> **WHAT YOU HAVE TO DO**
Below are records to write out again, exactly as they read.

> **PROVIDED RECORDS**
- Opening Delimiter -

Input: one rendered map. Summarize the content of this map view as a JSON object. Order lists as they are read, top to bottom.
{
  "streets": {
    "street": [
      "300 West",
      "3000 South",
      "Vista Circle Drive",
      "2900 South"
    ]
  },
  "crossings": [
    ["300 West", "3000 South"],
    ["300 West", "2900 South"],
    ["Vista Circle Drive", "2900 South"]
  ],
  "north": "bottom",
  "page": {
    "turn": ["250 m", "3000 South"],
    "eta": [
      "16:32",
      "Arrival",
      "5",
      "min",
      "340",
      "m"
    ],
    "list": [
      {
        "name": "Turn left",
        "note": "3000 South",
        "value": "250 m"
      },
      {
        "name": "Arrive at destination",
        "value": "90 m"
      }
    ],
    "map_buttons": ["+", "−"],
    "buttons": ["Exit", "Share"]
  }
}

- Closing Delimiter -

> **WRITTEN ANSWER**
Input: one rendered map. Summarize the content of this map view as a JSON object. Order lists as they are read, top to bottom.
{
  "streets": {
    "street": [
      "300 West",
      "3000 South",
      "Vista Circle Drive",
      "2900 South"
    ]
  },
  "crossings": [
    ["300 West", "3000 South"],
    ["300 West", "2900 South"],
    ["Vista Circle Drive", "2900 South"]
  ],
  "north": "bottom",
  "page": {
    "turn": ["250 m", "3000 South"],
    "eta": [
      "16:32",
      "Arrival",
      "5",
      "min",
      "340",
      "m"
    ],
    "list": [
      {
        "name": "Turn left",
        "note": "3000 South",
        "value": "250 m"
      },
      {
        "name": "Arrive at destination",
        "value": "90 m"
      }
    ],
    "map_buttons": ["+", "−"],
    "buttons": ["Exit", "Share"]
  }
}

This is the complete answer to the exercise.